The HiringCafe Pattern for Job Search Agents
An r/hiringcafe thread surfaced the pattern. Career-page extraction is the easy part. Ranking is the actual product.
An r/hiringcafe thread on the AI Job Search Agent (87 upvotes, 26 comments) surfaced the pattern that defines this product category in 2026: pull from real employer career pages, AI-summarize each role, surface salary upfront. The pattern is portable; the hard part is the ranking.
Why HiringCafe-style aggregators win
Two structural advantages over Indeed/LinkedIn:
- Real employer postings only. No sponsored, no recruiter spam, no duplicates. The signal-to-noise ratio is the product.
- Salary surfaced upfront. Most listings hide compensation behind a click; HiringCafe extracts and shows it on the card.
Both depend on extracting clean structured data from career-page HTML at scale.
The data layer: discovery + extract
Three sources for career pages:
- Direct employer pages (
company.com/careers) - Greenhouse boards (
boards.greenhouse.io/company) - Lever boards (
jobs.lever.co/company)
Discovery is dorked search; extract is markdown conversion. Both fit Scavio cleanly:
import requests, os
H = {'x-api-key': os.environ['SCAVIO_API_KEY']}
DORKS = [
'site:{d}/careers',
'site:{d}/jobs',
'site:jobs.lever.co/{d}',
'site:boards.greenhouse.io/{d}',
]
def find_career_urls(domain):
name = domain.split('.')[0]
urls = []
for tpl in DORKS:
q = tpl.format(d=name)
r = requests.post('https://api.scavio.dev/api/v1/search',
headers=H, json={'query': q}).json()
urls.extend(o['link'] for o in r.get('organic_results', [])[:5])
return list(set(urls))
def extract(url):
return requests.post('https://api.scavio.dev/api/v1/extract',
headers=H, json={'url': url, 'format': 'markdown'}).json().get('markdown', '')The LLM extraction step
Career pages have wildly varying structure. The LLM normalizes them into a consistent JSON shape:
PROMPT = '''Extract job postings from this careers page.

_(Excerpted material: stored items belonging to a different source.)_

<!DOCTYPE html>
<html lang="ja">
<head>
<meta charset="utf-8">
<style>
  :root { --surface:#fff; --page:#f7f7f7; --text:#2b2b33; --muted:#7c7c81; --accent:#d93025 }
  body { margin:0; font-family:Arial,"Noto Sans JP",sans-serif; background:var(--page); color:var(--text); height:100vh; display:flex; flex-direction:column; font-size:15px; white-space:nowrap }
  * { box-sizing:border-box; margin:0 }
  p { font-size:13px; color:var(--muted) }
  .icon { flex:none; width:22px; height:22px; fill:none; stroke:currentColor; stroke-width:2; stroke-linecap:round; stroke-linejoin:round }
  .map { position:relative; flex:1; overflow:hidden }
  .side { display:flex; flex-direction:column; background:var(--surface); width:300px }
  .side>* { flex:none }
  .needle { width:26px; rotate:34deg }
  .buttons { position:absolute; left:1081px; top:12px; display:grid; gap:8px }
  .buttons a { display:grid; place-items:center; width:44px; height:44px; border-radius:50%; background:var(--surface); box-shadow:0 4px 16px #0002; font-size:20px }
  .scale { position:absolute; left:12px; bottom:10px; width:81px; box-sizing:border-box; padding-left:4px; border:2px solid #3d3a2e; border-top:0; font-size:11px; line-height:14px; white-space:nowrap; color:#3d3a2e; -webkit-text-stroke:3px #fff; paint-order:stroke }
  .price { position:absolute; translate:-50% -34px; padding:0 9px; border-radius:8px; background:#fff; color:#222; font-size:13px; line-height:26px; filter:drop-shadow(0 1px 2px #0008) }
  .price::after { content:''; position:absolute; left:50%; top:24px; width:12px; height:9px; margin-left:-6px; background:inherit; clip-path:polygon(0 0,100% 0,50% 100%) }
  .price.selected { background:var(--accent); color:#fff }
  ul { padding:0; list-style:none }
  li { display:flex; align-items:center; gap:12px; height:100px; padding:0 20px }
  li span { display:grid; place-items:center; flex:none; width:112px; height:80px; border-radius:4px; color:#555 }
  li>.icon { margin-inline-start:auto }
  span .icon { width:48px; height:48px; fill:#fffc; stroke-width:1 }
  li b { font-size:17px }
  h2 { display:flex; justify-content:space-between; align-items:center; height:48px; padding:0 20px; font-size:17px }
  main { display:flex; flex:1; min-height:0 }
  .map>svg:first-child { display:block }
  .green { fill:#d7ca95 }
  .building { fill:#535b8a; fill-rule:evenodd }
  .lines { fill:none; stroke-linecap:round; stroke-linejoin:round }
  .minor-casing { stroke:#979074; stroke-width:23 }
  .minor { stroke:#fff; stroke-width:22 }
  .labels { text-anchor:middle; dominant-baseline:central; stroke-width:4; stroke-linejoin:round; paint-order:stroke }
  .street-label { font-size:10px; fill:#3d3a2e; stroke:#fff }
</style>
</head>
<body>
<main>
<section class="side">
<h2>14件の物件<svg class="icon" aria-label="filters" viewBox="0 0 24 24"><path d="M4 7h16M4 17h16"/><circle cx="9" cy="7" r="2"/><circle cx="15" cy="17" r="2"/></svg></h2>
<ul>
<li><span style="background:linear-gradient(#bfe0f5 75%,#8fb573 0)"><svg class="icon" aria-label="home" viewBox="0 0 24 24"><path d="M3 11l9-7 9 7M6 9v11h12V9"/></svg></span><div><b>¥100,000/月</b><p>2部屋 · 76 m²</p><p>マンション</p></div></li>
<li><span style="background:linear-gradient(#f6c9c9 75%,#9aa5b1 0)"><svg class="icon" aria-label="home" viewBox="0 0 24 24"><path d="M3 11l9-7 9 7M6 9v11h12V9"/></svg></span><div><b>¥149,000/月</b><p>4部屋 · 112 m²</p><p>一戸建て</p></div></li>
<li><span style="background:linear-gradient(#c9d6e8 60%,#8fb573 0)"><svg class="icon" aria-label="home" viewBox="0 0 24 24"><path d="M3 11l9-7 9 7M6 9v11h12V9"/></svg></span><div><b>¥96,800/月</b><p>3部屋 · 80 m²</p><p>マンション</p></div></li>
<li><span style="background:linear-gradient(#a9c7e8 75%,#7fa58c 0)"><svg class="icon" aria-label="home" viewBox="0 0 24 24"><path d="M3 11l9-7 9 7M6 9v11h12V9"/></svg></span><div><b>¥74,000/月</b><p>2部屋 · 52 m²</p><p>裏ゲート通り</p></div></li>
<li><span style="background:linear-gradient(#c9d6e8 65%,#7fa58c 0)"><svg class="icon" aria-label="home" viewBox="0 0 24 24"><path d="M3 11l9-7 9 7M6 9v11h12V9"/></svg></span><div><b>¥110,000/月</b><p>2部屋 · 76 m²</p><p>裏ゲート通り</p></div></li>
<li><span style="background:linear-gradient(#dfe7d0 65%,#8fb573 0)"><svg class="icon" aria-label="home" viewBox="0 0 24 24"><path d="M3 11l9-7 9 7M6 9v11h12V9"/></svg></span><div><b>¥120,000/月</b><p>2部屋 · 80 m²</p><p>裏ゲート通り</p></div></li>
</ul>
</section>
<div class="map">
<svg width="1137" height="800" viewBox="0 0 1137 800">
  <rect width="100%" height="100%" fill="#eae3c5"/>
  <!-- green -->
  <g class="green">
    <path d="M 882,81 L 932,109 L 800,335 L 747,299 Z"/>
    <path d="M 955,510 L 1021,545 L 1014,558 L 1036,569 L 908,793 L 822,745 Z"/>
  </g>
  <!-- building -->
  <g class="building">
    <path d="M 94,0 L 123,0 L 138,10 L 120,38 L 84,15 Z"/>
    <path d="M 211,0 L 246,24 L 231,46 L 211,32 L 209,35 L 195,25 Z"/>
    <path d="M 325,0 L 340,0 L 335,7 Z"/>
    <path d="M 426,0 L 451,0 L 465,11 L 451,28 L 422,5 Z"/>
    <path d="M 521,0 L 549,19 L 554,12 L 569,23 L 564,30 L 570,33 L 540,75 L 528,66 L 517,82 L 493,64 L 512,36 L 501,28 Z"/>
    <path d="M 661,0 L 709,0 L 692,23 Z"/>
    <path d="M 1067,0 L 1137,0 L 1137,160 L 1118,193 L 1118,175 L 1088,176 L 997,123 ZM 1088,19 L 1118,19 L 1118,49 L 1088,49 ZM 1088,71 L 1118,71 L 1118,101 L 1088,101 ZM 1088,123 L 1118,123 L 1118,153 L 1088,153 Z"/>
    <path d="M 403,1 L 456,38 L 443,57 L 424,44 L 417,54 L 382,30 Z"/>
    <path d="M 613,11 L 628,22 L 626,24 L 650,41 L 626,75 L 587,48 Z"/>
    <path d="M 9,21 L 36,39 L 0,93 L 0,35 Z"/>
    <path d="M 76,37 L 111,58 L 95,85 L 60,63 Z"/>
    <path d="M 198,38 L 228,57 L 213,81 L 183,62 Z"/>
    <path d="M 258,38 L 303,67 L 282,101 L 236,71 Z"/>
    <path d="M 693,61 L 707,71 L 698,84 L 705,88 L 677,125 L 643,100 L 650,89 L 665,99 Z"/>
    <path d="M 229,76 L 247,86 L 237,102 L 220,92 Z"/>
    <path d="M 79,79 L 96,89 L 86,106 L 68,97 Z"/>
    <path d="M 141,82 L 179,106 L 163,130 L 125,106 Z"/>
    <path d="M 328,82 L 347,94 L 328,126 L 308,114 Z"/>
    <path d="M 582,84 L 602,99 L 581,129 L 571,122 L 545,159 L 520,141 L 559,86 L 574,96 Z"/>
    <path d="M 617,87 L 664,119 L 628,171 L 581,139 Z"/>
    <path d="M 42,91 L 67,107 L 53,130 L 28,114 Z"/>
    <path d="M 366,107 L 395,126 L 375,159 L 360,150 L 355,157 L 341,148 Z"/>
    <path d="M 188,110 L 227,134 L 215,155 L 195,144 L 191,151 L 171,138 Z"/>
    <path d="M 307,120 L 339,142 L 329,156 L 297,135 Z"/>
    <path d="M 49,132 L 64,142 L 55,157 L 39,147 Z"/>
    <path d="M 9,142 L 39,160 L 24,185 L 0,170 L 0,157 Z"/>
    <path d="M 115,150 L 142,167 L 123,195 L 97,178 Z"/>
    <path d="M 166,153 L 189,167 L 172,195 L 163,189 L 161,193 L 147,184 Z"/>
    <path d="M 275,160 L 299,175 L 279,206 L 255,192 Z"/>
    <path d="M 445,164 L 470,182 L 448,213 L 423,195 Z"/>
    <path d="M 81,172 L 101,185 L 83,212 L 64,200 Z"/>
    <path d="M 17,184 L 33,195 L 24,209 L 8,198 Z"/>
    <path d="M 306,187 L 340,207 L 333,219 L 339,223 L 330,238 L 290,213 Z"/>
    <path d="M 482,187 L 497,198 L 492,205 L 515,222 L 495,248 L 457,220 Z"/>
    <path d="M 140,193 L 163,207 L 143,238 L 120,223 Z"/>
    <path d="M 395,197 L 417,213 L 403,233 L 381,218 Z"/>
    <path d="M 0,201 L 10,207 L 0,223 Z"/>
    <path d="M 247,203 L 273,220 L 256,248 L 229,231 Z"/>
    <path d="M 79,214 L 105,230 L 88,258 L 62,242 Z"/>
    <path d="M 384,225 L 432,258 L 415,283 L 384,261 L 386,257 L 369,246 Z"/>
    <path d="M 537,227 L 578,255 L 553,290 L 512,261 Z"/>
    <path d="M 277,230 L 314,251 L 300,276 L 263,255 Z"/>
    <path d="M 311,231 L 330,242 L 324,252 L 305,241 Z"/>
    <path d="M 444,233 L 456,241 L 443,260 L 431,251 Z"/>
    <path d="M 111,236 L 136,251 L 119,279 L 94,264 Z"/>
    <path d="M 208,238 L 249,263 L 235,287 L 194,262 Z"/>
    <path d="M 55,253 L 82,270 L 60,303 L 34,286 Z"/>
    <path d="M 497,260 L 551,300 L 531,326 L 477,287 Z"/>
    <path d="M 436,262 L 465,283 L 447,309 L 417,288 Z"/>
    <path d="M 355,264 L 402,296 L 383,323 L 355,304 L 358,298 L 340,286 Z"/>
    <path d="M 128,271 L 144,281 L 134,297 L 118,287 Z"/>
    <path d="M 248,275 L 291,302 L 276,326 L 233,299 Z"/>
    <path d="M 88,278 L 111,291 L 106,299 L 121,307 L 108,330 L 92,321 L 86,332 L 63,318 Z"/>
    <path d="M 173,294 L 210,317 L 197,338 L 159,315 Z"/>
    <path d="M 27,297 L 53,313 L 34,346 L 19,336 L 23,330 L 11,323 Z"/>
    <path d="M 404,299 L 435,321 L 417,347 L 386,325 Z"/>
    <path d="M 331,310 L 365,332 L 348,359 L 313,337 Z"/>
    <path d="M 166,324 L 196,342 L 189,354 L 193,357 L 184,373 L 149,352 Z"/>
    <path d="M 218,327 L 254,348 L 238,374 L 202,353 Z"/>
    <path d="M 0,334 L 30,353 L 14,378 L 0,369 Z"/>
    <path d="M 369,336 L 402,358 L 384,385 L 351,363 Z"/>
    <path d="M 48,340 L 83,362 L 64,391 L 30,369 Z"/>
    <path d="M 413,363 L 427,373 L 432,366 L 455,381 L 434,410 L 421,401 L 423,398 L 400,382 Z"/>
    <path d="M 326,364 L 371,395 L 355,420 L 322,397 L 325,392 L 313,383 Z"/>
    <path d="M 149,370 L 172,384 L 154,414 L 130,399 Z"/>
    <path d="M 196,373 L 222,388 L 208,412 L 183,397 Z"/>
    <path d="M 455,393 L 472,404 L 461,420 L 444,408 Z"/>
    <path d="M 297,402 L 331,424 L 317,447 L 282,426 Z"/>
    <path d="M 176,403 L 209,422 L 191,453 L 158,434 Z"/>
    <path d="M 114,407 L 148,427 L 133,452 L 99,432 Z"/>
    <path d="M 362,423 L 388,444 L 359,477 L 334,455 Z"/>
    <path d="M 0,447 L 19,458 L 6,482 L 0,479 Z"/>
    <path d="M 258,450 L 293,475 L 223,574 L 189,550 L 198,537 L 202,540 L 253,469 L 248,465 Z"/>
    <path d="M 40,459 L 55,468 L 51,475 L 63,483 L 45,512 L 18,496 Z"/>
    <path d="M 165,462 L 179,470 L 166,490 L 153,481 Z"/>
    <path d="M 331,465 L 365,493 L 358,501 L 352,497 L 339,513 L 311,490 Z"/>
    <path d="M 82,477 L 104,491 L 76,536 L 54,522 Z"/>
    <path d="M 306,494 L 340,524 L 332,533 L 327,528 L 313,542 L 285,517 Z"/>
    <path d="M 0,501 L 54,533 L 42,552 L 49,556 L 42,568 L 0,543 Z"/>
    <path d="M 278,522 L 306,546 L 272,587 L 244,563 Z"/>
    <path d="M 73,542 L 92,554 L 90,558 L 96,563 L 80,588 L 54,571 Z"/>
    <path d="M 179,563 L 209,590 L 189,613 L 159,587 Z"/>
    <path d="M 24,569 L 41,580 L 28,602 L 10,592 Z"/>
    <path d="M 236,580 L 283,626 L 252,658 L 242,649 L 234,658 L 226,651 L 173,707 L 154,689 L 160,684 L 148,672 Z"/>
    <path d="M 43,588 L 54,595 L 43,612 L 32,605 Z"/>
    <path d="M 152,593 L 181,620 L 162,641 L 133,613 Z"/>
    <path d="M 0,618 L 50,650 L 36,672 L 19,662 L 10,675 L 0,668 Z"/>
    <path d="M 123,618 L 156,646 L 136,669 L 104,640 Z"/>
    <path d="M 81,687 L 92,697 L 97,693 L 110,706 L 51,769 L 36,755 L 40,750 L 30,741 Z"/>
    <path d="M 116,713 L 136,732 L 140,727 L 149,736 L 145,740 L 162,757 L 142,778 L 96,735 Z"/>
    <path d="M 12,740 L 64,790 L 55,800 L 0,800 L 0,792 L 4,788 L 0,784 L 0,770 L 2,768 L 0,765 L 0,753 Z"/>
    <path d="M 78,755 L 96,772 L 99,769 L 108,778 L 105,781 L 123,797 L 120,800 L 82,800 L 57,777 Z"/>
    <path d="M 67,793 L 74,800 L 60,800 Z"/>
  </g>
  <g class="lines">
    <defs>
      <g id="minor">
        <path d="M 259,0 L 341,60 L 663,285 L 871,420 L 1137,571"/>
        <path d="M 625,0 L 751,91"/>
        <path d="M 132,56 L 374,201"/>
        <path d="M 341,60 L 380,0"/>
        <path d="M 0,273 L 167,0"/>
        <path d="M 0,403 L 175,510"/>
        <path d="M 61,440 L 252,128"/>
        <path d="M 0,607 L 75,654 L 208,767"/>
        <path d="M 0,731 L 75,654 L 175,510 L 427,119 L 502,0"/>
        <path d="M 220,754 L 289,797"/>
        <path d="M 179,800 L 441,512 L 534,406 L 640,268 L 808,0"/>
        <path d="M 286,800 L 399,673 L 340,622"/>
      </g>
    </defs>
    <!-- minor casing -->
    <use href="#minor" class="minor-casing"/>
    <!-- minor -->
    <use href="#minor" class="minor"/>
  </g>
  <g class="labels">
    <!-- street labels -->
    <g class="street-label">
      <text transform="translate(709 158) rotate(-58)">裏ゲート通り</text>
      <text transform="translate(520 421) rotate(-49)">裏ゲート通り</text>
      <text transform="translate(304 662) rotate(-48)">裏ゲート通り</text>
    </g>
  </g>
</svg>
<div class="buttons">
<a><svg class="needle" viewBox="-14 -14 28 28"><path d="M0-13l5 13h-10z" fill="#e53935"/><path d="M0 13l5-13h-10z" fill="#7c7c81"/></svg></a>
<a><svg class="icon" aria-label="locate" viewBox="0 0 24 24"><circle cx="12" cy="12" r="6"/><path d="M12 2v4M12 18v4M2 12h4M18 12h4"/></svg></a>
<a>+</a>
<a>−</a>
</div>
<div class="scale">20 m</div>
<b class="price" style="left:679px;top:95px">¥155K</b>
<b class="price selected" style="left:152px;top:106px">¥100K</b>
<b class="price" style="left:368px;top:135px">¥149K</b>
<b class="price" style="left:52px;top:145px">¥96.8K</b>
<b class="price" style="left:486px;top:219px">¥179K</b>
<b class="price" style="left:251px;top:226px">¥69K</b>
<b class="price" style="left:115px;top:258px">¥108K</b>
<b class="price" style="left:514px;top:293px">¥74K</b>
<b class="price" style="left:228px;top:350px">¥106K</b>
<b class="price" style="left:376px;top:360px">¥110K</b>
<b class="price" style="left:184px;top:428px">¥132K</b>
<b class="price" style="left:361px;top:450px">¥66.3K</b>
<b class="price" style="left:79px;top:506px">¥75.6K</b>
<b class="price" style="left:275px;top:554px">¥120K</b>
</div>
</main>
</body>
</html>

For each, return JSON with:
- title, team, location, remote (bool), salary_min, salary_max (null if not shown), apply_url, summary (2 sentences).
Return a JSON list.
Page:
{md}'''
import json
def parse(md):
raw = llm.complete(PROMPT.format(md=md))
try:
return json.loads(raw)
except:
return []Dedupe across aggregators
The same role appears on the company's direct page, Greenhouse, and possibly LinkedIn. Dedupe on (employer, title, location) collapses these.
def dedupe(roles):
seen = set()
out = []
for r in roles:
key = (r.get('employer'), r.get('title'), r.get('location'))
if key not in seen:
seen.add(key)
out.append(r)
return outWhere the product effort actually goes
The data layer ships in a weekend. The product differentiation is downstream:
- Ranking quality. Top-5 jobs that the user actually wants to apply to. This is taste, ML, and product iteration.
- Salary normalization. Cross-currency, full-time-equivalent, base + bonus + equity disambiguation.

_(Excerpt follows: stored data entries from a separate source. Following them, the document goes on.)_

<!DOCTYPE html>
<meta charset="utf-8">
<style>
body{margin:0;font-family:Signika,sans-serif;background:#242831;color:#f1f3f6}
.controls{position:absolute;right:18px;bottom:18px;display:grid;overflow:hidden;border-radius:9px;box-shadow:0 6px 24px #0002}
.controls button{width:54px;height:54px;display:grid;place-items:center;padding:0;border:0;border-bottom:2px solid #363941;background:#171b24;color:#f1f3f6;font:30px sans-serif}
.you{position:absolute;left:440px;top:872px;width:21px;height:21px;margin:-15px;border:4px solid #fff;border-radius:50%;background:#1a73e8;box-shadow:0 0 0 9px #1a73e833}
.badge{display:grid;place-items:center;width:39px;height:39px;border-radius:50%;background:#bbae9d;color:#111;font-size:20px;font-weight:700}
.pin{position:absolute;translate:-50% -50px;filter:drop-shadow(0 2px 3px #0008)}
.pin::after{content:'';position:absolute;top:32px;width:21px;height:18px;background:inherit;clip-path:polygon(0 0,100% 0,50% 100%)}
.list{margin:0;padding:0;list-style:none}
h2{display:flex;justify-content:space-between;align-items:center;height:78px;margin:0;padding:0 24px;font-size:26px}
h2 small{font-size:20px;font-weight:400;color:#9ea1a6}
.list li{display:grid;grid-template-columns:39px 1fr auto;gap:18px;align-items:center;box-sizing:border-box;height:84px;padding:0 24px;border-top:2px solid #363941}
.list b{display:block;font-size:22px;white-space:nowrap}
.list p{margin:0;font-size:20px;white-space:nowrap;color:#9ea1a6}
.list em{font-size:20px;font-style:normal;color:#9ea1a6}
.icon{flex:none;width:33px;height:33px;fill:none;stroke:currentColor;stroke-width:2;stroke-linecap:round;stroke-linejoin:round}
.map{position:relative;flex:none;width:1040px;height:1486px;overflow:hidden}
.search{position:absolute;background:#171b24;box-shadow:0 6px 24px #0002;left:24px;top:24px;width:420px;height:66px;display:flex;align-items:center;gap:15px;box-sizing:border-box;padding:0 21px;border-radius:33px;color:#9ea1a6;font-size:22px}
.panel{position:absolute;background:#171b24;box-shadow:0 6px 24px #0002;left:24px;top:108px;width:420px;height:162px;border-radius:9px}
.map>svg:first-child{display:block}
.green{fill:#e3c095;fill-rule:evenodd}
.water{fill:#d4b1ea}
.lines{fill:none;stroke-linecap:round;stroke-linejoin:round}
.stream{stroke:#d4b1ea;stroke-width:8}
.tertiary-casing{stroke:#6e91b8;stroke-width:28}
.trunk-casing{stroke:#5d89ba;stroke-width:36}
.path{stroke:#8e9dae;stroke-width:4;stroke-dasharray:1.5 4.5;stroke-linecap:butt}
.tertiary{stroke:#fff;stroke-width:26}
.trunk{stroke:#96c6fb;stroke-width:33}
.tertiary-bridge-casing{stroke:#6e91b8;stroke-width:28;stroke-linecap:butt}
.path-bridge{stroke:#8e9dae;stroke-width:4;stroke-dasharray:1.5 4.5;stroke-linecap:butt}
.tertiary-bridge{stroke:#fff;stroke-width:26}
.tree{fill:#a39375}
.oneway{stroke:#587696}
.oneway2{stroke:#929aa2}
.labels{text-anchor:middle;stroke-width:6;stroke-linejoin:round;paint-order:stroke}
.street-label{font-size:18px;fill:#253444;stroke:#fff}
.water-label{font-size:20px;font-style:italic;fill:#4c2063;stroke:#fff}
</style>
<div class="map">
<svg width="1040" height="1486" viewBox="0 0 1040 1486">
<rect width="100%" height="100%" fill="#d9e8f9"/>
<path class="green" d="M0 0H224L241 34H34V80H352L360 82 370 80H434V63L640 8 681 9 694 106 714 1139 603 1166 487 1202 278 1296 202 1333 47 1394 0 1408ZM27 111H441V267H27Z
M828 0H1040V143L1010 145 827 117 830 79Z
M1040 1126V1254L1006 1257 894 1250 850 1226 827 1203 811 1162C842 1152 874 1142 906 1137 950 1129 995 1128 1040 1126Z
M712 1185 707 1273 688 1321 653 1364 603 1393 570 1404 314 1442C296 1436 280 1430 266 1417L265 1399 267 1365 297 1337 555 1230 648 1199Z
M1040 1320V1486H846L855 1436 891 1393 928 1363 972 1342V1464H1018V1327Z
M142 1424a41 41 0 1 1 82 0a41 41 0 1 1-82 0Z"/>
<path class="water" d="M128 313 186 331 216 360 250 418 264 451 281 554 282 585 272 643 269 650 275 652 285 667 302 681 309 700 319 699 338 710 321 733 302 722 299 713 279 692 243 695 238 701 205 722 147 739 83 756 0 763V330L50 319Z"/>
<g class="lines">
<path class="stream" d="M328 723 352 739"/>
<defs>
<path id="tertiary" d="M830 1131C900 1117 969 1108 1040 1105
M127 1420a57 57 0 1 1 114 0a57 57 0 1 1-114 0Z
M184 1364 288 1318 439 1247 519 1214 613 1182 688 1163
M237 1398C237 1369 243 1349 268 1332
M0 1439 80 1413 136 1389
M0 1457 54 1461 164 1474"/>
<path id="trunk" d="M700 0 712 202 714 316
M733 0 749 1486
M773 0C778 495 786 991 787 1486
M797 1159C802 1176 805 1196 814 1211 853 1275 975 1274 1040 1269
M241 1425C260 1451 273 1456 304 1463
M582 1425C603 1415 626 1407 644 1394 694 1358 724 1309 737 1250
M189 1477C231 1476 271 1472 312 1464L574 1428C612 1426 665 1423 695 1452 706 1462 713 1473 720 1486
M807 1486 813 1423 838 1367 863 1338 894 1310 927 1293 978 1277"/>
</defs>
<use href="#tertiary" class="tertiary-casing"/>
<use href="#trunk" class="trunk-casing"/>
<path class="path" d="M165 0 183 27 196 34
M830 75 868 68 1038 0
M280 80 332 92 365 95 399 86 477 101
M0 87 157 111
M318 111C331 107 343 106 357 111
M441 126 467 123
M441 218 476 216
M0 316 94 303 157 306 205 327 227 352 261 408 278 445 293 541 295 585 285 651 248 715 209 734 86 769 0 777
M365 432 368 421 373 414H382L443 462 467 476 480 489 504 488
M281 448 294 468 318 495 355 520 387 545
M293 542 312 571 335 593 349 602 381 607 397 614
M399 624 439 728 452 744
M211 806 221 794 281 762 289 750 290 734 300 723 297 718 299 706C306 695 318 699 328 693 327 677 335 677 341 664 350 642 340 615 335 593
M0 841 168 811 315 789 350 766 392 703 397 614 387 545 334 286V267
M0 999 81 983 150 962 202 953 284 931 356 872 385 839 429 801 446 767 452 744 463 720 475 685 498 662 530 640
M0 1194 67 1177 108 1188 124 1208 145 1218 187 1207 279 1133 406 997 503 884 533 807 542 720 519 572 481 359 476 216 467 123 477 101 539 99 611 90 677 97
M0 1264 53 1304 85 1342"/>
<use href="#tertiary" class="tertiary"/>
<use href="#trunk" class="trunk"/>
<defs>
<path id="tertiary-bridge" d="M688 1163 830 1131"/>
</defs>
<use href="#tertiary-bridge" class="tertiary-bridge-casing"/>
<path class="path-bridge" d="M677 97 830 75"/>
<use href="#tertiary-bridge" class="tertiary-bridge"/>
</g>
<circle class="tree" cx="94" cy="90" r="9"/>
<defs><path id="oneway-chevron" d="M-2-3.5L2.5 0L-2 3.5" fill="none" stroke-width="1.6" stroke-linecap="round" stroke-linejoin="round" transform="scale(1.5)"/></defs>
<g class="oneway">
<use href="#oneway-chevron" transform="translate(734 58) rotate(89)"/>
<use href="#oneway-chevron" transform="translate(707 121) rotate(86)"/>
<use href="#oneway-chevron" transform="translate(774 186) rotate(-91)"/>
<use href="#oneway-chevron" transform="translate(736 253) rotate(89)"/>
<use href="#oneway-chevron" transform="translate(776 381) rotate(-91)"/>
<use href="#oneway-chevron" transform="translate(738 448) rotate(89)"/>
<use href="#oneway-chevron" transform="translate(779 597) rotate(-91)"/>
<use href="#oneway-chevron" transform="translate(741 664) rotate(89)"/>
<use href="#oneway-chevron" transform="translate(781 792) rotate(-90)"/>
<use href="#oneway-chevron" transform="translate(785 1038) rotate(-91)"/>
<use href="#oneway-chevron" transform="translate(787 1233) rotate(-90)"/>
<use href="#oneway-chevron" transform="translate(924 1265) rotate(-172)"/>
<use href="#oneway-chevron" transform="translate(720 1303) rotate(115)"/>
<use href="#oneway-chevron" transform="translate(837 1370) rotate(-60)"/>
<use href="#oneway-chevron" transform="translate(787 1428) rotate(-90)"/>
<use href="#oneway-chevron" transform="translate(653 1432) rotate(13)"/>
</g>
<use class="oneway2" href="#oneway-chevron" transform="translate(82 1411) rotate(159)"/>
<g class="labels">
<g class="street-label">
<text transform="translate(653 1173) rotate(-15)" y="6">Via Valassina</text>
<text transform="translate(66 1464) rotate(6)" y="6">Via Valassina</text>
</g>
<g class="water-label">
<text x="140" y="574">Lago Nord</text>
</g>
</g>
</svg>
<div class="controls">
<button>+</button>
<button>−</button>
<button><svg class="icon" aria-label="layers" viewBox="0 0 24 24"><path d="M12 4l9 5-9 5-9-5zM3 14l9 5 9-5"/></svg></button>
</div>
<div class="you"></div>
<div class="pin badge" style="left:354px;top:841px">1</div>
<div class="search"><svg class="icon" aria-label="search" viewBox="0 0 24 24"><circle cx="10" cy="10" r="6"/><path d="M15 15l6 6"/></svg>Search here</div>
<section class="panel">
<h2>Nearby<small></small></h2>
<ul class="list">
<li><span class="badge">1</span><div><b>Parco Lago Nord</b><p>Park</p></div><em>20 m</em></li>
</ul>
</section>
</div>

- Notification UX. Push/email/Slack with exactly the right cadence to keep users engaged without spamming.
- Filtering precision. "Remote ok", "mid-level", "ML focus" need to actually filter, not be approximations.
Cost math at MVP scale
500 target employers, daily refresh:
- Discovery: 4 dorks * 500 employers = 2,000 search calls/day = 60K/mo
- Extract: ~20% new pages/day = 100 extracts/day = 3K/mo
- LLM parse: 100 LLM calls/day for parsing = 3K/mo
Scavio Bootstrap tier ($100/mo for 28K credits) covers the discovery in steady state; pair with batched extraction. LLM tokens for parsing: ~$10-30/mo depending on average page size.
Legal reality check
Scraping LinkedIn directly is legally hot — multiple cases have gone against scrapers in 2024-2025. A HiringCafe-style aggregator should stay on public career pages and ATS-public boards (Greenhouse, Lever). These are publicly indexed by Google and explicitly meant to be discoverable.
The honest take
The data layer is the easy part. The HiringCafe edge — the reason the r/hiringcafe thread is positive — is the relevance ranking. Build the data layer fast with Scavio + LLM; spend the saved time on the ranking, which is the actual product.